» WHAT THE TASK REQUIRES
This exercise calls for the whole listing to be given again exactly, without images.

━━━━

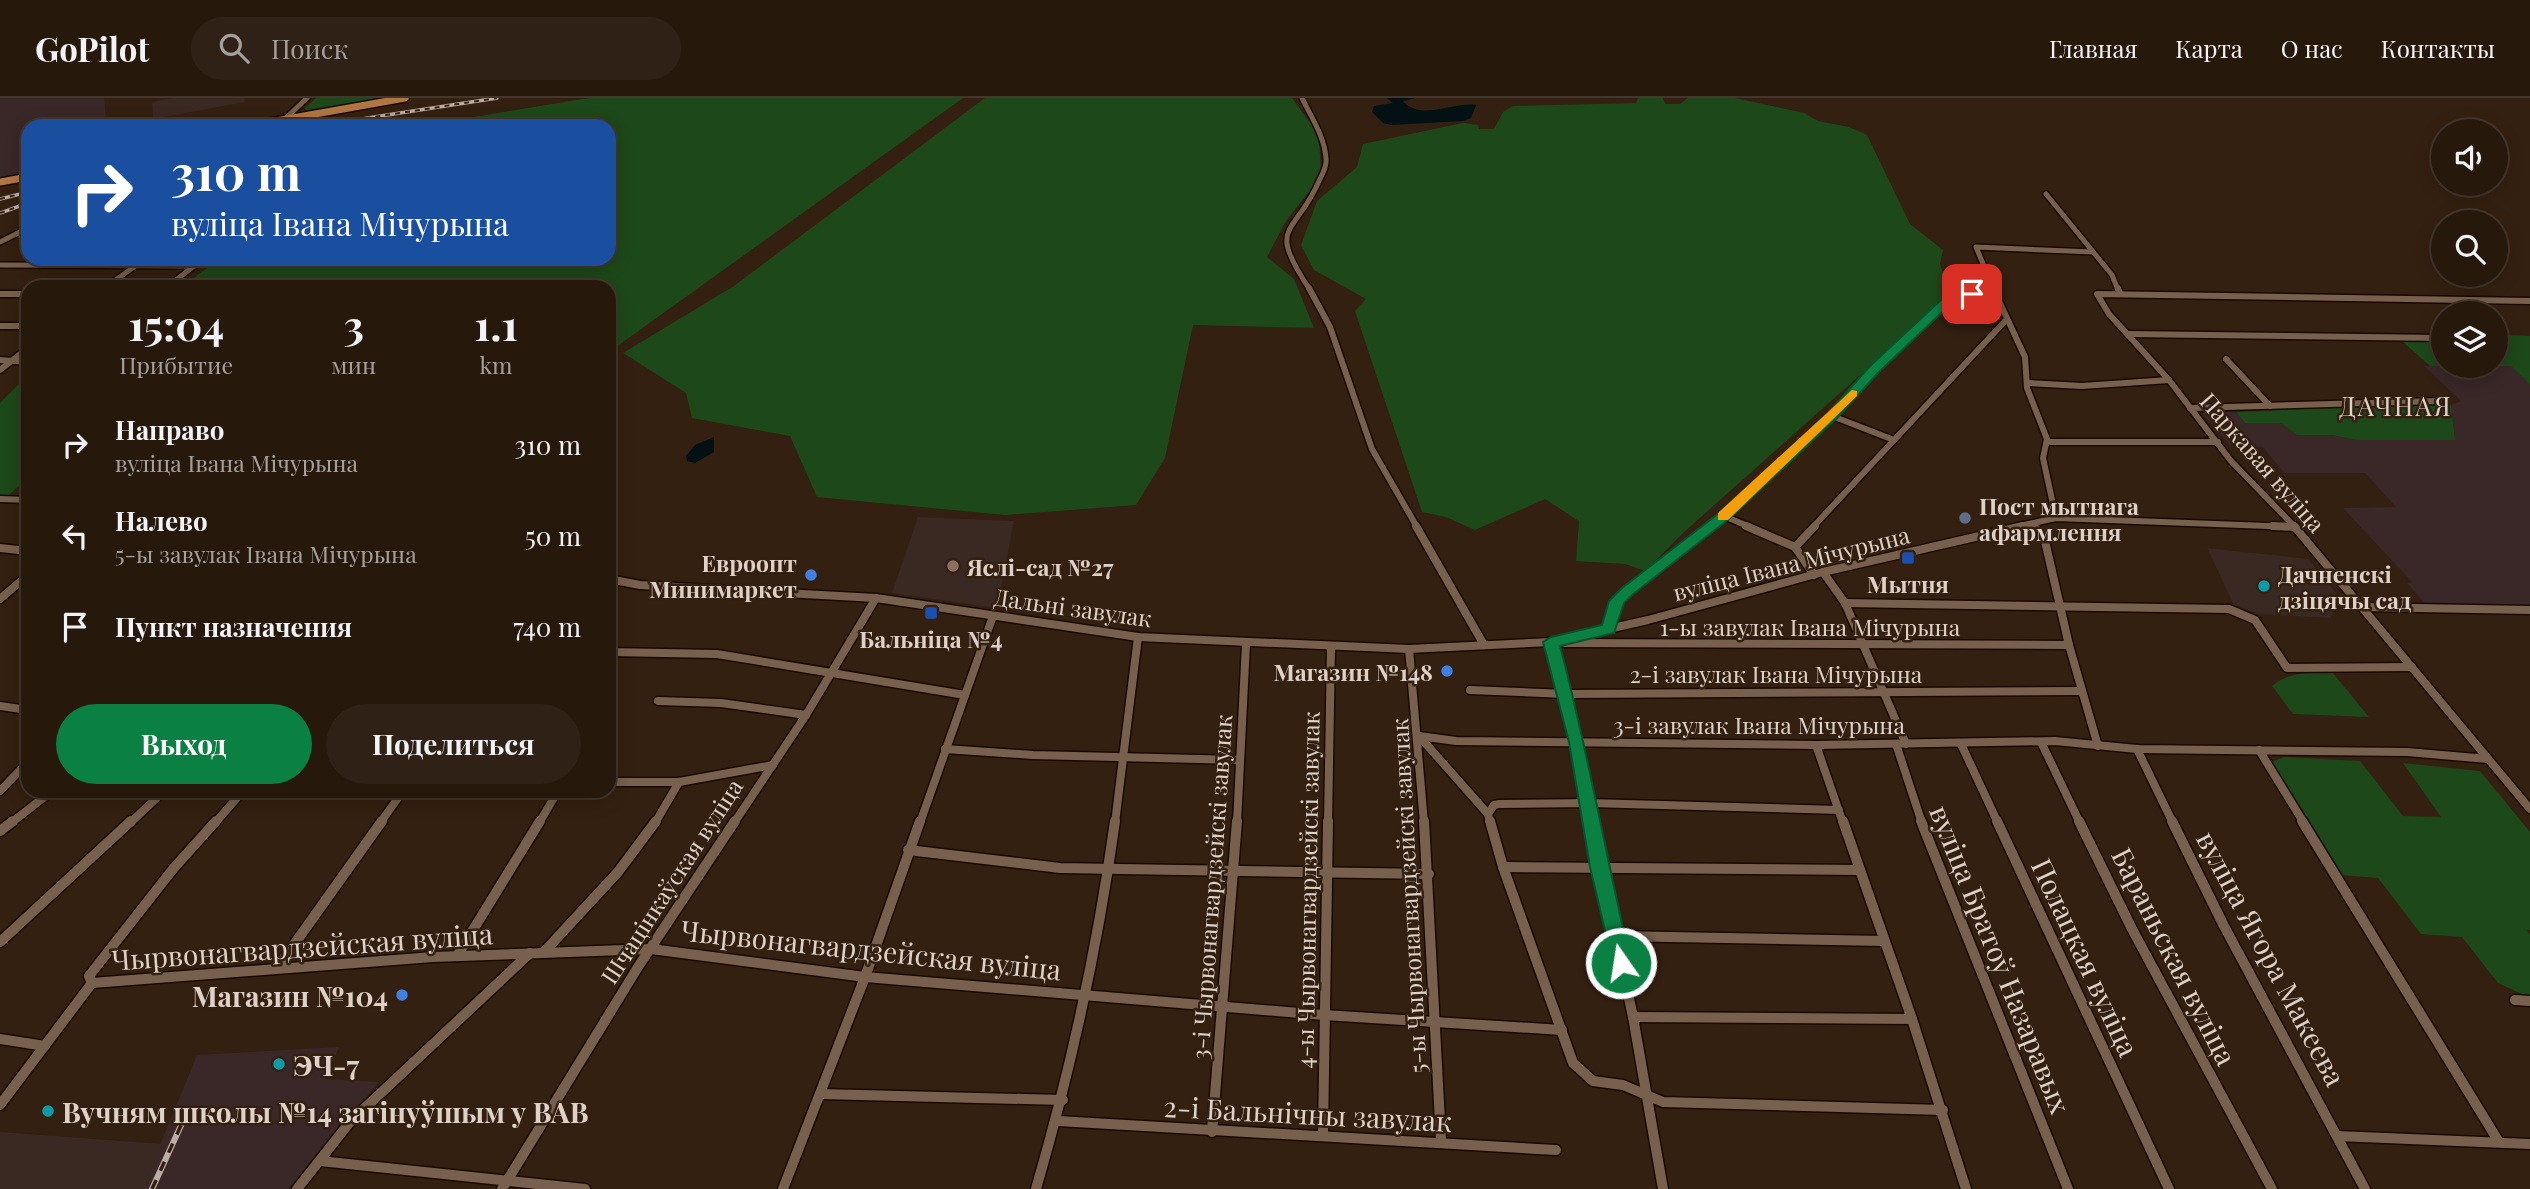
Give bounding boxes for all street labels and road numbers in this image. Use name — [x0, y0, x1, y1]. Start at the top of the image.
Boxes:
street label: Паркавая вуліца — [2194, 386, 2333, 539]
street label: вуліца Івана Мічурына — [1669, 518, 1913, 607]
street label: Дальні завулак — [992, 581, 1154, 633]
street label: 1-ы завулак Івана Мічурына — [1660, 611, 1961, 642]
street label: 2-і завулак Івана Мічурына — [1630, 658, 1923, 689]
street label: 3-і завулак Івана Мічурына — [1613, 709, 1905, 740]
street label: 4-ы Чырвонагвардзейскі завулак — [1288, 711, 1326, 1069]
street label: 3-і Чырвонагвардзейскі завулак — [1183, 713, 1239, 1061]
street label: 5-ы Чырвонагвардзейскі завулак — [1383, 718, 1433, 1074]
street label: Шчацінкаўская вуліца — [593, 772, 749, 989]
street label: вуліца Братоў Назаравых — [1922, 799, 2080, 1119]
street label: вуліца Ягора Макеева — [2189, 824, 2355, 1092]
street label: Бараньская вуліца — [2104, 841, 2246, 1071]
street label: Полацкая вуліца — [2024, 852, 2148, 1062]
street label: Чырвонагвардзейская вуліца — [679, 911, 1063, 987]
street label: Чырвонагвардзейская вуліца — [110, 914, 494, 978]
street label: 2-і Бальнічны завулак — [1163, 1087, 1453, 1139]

━━━━

» WRITTEN ANSWER
Give bounding boxes for all street labels and road numbers in this image. Use name — [x0, y0, x1, y1]. Start at the top of the image.
Boxes:
street label: Паркавая вуліца — [2194, 386, 2333, 539]
street label: вуліца Івана Мічурына — [1669, 518, 1913, 607]
street label: Дальні завулак — [992, 581, 1154, 633]
street label: 1-ы завулак Івана Мічурына — [1660, 611, 1961, 642]
street label: 2-і завулак Івана Мічурына — [1630, 658, 1923, 689]
street label: 3-і завулак Івана Мічурына — [1613, 709, 1905, 740]
street label: 4-ы Чырвонагвардзейскі завулак — [1288, 711, 1326, 1069]
street label: 3-і Чырвонагвардзейскі завулак — [1183, 713, 1239, 1061]
street label: 5-ы Чырвонагвардзейскі завулак — [1383, 718, 1433, 1074]
street label: Шчацінкаўская вуліца — [593, 772, 749, 989]
street label: вуліца Братоў Назаравых — [1922, 799, 2080, 1119]
street label: вуліца Ягора Макеева — [2189, 824, 2355, 1092]
street label: Бараньская вуліца — [2104, 841, 2246, 1071]
street label: Полацкая вуліца — [2024, 852, 2148, 1062]
street label: Чырвонагвардзейская вуліца — [679, 911, 1063, 987]
street label: Чырвонагвардзейская вуліца — [110, 914, 494, 978]
street label: 2-і Бальнічны завулак — [1163, 1087, 1453, 1139]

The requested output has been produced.